I know this was an old comment but I thought I’d respond anyway 😀 She told others who asked about the chili sauce to try another hot sauce. I was wondering myself about the fish sauce and looked online for a “fish sauce substitute”. There were many suggestions. I’m going to try low sodium soy sauce.
this is totes amaze! i never thought that I can make ramen using very simple ingredients! although I have a question, instead of using stock, can I use bouillon cubes as an alternative? canned stocks are not really that common here (i’m from Philippines btw) and kinda expensive. hope to hear from you soon. Rainy season has started here and I’m planning to try this one of these rainy days. 😀
Hi Josh, awesome! Yes, bouillion cubes will work, just make sure you look at the package to equal the right amount of stock. Enjoy!
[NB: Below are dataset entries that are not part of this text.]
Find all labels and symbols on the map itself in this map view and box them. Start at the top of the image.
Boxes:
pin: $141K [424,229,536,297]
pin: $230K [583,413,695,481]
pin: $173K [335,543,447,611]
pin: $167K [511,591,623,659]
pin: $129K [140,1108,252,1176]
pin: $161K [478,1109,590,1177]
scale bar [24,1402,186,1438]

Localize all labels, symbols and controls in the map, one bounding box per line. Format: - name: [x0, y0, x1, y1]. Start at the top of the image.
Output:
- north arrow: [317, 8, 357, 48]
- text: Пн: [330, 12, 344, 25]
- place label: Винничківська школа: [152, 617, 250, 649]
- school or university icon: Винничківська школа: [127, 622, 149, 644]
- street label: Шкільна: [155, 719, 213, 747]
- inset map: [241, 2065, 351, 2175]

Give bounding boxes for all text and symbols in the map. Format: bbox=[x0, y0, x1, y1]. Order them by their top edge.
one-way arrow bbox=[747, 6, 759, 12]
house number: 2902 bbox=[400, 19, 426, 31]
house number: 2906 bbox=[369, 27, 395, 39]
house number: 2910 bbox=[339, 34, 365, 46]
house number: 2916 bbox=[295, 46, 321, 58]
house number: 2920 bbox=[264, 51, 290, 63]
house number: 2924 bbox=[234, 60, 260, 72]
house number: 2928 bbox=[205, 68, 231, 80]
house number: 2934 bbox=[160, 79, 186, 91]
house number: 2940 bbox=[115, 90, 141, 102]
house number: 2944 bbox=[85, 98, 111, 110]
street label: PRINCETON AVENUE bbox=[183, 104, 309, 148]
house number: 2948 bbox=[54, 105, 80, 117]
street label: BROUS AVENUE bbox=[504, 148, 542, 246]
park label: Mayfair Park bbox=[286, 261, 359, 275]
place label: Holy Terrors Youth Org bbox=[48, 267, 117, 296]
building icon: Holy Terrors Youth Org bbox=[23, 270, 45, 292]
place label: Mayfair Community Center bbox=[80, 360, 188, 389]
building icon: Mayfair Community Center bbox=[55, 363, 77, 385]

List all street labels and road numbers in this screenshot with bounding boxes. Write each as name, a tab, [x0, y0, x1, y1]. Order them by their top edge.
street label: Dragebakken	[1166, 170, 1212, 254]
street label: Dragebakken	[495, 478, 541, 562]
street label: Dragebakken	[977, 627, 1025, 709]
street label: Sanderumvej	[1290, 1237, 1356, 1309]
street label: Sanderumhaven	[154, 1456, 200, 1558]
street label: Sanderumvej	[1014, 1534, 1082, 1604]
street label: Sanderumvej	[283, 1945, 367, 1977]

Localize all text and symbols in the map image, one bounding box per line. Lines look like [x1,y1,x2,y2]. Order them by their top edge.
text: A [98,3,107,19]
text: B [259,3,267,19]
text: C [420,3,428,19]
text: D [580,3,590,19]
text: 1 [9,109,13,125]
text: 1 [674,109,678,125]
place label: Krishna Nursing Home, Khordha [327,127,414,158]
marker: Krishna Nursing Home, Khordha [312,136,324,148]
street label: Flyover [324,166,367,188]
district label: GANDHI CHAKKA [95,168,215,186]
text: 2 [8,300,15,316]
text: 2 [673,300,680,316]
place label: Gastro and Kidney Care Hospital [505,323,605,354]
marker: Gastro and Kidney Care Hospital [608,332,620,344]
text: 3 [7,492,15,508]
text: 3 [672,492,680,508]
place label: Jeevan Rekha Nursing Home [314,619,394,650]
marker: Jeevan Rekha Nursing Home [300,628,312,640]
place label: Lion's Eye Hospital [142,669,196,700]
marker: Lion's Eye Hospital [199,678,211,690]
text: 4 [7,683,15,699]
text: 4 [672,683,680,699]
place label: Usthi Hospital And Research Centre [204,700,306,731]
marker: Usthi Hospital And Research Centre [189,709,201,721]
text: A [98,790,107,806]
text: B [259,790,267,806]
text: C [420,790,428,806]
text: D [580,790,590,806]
i am a japanese girl. chicken and beef stocks together? at first i was like, wow… i need to do that. my second thought was… why did i not come up with that myself? almost sounds, “duh” if you sit down and think about it, right? my third thought was, shut up and write this recipe maker a thank you note. love love love. the fact that you know what is traditional, took the time to educate those that might not know, and also love to play in the kitchen and feel free enough to do “you” is enough for anyone that claims to be into eating and cuisine study. those that see otherwise are not even worth consideration. bottom line = taste and healthful ingredients. i am going to cook this bowl of yummy and appreciate it as a quick solution kitchen helper that happens to get close enough to compete in flavor profile with the big guys. brilliant score for team shortcut! grateful 🙂
Loved reading your thoughtful comment!! I hope you get to try this quick noodle soup and enjoy it!
Delicious! New favorite recipe! I once added extra Siracha for a spicier soup…loved it!
So happy to hear that Deb!
I have a quick question. Do you cook the eggs before you put them?
I must say that this ramen is fantastic! I lived in Japan for 4 years and this is just tlike the mom and pop ramen shop I would go to. The only thing different was instead of egg they had slices of pork tenderloin! When I made this, I tweaked it a bit only because it was what I had on hand; I used garlic grapeseed oil and garlic chili sauce. Thanks for this post and allowing me to relive my days in Japan! This recipe will be a regular!!!
Thanks Stacey, really glad you thought highly of this quick ramen noodle soup!!
Hi!
I made this yesterday and enjoyed it a lot! So is that what American ‘real’ ramen tastes like? 🙂 Nice to experience it and also nice to not use my packet ramen. I always feel guilty and yes a little sick after eating a pack but I’m trying to never return.
I used egg noodles and they took positively ages to boil in the ramen soup.
Thanks for this!
Glad you liked the ramen!! Funny enough I’ve actually never cooked or purchased egg noodles, but I know those are thicker so would probably take a while.
This looks amazing and i’m drying to try it. May you tell us exactly what kind or type of chili sauce we need to use, because there’s a ton out there and I’m a kitchen virgin, lol.
Thank you for your recipes. I’ve tried a few and they were huge hits.
Take care.
Hi Shirley, the goal is to get just a little bit of spiciness, so you can more or less use anything. I happen to use Lee Kum Kee’s chili sauce (comes in a little jar) but I think sriracha would work fine too, which is very easy to find. Hope that helps! Thanks for the nice comments, glad you enjoy the recipes. Happy cooking!
This is my kind of comfort food! Delicious!
love this. . I’m always looking for a quicker way to make ramen at home and don’t touch the package stuff!
These look so much better than the ones I would attempt in my home all the time. Love these!
This sounds great! Can you tell me what you mean by chili sauce? Is it like Siracha sauce? Thanks!
Hi Margery, sriracha would work here. There are quite a few brands who sell “chili sauce” which comes in a small jar and is basically just chiles with (sometimes) garlic and a few other things. But just a little heat I find is nice for the soup. Not essential though. Enjoy!